На такое сравнение Эпикурейцы обыкновенно отвечали, что не они, а их противники унижают человеческую природу, потому, что предполагают человека неспособным иметь какие-либо другие удовольствия, кроме тех, какие свойственны свиньям - и что если это предположение справедливо, то, разумеется, нельзя ничего возразить против самого сравнения, но только оно в таком случае перестает уже быть обвинением, потому что, если источники наслаждения одни и те же и для людей, и для свиней, то и правила жизни, годные для одних, будут одинаково годны и для других. Сравнение жизни Эпикурейца с жизнью скота именно потому только унизительно, что скотские наслаждения не соответствуют человеческому представлению о счастье. Люди имеют потребности более возвышенные, чем простые скотские побуждения, и раз сознают их, не считают уже счастьем то, что не удовлетворяет этим потребностям. Я не утверждаю, конечно, чтобы эпикурейское учение представляло собой безукоризненное развитие утилитарианского принципа, - я признаю, что сколько-нибудь удовлетворительное выполнение такой задачи равно невозможно как без стоического, так и без христианского элемента, - но, однако, нельзя отрицать, что эпикурейское воззрение на жизнь всегда ставило выше чувственных наслаждений удовольствия умственные и нравственные, удовольствия воображения и чувства. Правда, - утилитарианские писатели основывали превосходство умственных наслаждений перед чувственными главным образом на том, что первые прочнее, надежнее, дешевле и пр., чем последние, т.е. не на внутреннем их достоинстве, а на преимуществах совершенно внешних; но хотя они с этой точки зрения вполне доказали справедливость своего учения, тем не менее я охотно соглашаюсь, что для предпочтения умственных наслаждений чувственным, они могли бы взять и другое основание, которое считается более возвышенным, и я не вижу никакого противоречия утилитарианскому принципу, - признать, что известного рода удовольствия более желательны и более ценны, чем удовольствия другого рода, а напротив это было бы, по-моему мнению, совершенной нелепостью утверждать, что удовольствия должны быть оцениваемы только по их количеству, тогда как при оценке всякого другого предмета мы принимаем во внимание и количество, и качество.

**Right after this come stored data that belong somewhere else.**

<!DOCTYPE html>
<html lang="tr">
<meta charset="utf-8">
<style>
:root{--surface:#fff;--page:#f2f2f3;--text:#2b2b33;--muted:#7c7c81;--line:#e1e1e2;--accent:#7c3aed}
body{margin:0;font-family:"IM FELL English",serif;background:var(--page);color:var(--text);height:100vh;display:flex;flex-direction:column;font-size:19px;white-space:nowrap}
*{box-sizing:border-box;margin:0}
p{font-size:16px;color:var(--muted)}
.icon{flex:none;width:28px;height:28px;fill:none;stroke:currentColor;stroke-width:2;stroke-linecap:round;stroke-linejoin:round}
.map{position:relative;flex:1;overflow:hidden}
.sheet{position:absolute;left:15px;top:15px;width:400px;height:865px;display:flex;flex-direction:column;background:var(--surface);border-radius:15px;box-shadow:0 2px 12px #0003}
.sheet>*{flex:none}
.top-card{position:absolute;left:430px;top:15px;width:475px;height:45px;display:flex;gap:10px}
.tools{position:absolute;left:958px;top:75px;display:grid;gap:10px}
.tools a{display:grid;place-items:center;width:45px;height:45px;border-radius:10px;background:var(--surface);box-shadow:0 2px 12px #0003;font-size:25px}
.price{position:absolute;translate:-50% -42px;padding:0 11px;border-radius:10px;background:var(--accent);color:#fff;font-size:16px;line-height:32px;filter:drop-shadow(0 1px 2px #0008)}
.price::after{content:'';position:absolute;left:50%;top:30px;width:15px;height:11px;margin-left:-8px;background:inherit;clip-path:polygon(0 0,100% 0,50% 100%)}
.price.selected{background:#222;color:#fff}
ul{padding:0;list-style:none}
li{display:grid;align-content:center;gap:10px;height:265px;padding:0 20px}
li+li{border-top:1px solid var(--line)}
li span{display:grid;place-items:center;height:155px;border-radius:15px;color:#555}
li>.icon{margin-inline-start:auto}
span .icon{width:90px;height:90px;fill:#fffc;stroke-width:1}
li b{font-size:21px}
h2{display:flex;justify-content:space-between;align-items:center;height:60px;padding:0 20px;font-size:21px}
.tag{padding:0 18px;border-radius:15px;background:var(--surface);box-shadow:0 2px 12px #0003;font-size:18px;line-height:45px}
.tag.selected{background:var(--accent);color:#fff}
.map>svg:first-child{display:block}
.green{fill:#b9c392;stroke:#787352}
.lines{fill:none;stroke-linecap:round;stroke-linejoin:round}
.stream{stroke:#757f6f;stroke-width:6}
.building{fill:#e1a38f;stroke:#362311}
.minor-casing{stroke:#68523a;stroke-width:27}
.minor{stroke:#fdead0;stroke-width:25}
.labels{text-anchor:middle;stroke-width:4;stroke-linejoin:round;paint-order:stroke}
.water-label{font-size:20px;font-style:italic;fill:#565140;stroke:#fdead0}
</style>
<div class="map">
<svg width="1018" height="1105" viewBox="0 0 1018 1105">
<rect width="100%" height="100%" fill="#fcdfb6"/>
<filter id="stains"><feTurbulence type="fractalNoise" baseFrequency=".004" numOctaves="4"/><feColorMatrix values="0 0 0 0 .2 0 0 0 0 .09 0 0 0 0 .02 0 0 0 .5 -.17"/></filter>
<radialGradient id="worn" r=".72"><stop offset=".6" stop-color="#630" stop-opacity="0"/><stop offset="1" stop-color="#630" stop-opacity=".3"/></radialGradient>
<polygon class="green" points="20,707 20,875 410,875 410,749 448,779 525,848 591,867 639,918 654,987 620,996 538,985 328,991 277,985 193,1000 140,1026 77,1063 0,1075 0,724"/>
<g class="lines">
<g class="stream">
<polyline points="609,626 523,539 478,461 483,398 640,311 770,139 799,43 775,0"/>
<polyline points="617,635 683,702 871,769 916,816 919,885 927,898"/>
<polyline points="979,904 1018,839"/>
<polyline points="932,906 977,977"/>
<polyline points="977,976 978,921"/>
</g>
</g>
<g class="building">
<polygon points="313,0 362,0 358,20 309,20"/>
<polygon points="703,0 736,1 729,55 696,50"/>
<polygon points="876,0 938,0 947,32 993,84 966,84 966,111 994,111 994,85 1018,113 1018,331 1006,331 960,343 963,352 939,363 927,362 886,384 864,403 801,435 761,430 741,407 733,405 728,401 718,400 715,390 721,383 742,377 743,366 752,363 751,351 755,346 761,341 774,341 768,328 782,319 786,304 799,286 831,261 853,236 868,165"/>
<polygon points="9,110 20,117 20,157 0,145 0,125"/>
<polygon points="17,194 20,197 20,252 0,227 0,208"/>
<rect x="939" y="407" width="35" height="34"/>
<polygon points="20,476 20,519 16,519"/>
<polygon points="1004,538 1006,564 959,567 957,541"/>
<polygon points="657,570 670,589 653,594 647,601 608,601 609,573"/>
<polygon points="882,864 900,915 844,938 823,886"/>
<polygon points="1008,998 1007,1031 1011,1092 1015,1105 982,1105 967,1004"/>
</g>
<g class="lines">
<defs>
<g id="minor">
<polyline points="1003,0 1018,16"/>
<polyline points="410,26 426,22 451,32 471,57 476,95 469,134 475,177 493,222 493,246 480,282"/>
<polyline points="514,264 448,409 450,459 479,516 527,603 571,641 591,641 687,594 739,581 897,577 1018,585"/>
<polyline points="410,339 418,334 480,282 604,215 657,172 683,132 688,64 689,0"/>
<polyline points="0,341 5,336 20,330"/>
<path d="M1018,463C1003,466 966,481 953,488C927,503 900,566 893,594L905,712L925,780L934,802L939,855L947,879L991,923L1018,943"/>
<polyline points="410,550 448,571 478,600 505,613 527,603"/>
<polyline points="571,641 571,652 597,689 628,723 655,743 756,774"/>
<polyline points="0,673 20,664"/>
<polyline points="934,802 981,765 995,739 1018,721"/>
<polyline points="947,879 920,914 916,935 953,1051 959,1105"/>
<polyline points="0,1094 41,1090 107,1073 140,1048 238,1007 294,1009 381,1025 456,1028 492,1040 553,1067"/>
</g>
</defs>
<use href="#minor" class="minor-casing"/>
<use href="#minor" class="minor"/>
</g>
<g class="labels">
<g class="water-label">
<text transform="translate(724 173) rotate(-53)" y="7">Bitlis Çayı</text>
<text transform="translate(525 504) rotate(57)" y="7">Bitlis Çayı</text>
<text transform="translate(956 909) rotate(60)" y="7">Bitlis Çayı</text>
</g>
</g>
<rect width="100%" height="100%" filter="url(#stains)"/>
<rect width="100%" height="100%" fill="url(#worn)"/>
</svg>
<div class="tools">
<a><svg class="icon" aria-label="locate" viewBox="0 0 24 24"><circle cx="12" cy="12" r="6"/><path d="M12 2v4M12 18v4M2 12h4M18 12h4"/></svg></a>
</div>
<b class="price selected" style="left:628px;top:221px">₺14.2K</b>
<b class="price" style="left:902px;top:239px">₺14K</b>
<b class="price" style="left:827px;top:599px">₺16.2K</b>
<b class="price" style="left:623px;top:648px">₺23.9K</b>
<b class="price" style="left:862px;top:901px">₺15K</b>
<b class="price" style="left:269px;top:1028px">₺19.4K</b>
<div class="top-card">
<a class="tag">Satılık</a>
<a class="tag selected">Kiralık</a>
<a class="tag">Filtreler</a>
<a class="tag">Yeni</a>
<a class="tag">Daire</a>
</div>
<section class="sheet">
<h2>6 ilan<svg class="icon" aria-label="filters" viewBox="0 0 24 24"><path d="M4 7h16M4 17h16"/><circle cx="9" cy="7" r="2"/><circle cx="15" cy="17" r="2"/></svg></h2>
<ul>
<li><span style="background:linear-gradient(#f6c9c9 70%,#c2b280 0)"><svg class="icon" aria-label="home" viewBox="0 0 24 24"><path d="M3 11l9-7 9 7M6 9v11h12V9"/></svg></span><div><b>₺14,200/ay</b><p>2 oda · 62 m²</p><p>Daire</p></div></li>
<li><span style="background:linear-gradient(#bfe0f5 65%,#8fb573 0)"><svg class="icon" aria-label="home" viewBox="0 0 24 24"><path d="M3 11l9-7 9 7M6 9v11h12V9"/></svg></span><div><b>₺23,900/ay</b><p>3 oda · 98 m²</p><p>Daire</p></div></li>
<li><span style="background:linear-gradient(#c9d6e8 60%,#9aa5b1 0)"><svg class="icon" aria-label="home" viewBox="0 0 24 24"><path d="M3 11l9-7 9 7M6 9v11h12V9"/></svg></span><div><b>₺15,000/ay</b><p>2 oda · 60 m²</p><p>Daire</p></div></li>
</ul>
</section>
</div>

Если бы меня спросили, что имею я под различием удовольствий по качеству, или иначе: что кроме количества, может сделать одно удовольствие более ценным, чем другое, т.е. более ценным как удовольствие, отстраняя при этом, конечно, какие то ни было другие соображения, - то на это возможен только один ответ: если все или почти все, испытавшие два какие-либо удовольствия, отдают решительное предпочтение одному из них, и к этому предпочтению не примешивается чувства какой-либо нравственной обязанности, то это удовольствие и будет более ценное, чем другое; - если люди, вполне испытавшие два какие-либо удовольствия, отдают одному из них столь большое предпочтение, хотя и знают, что достижение его сопряжено с гораздо большими неприятностями, чем достижения другого, но все-таки предпочитают его даже и тогда, когда другое представляется им в самом большем количестве, в каком только возможно, то мы имеем полное основание заключить, что предпочитаемое удовольствие имеет перед другим столь значительное качественное превосходство, что количественное перед ними отношение теряет при этом почти всякое значение.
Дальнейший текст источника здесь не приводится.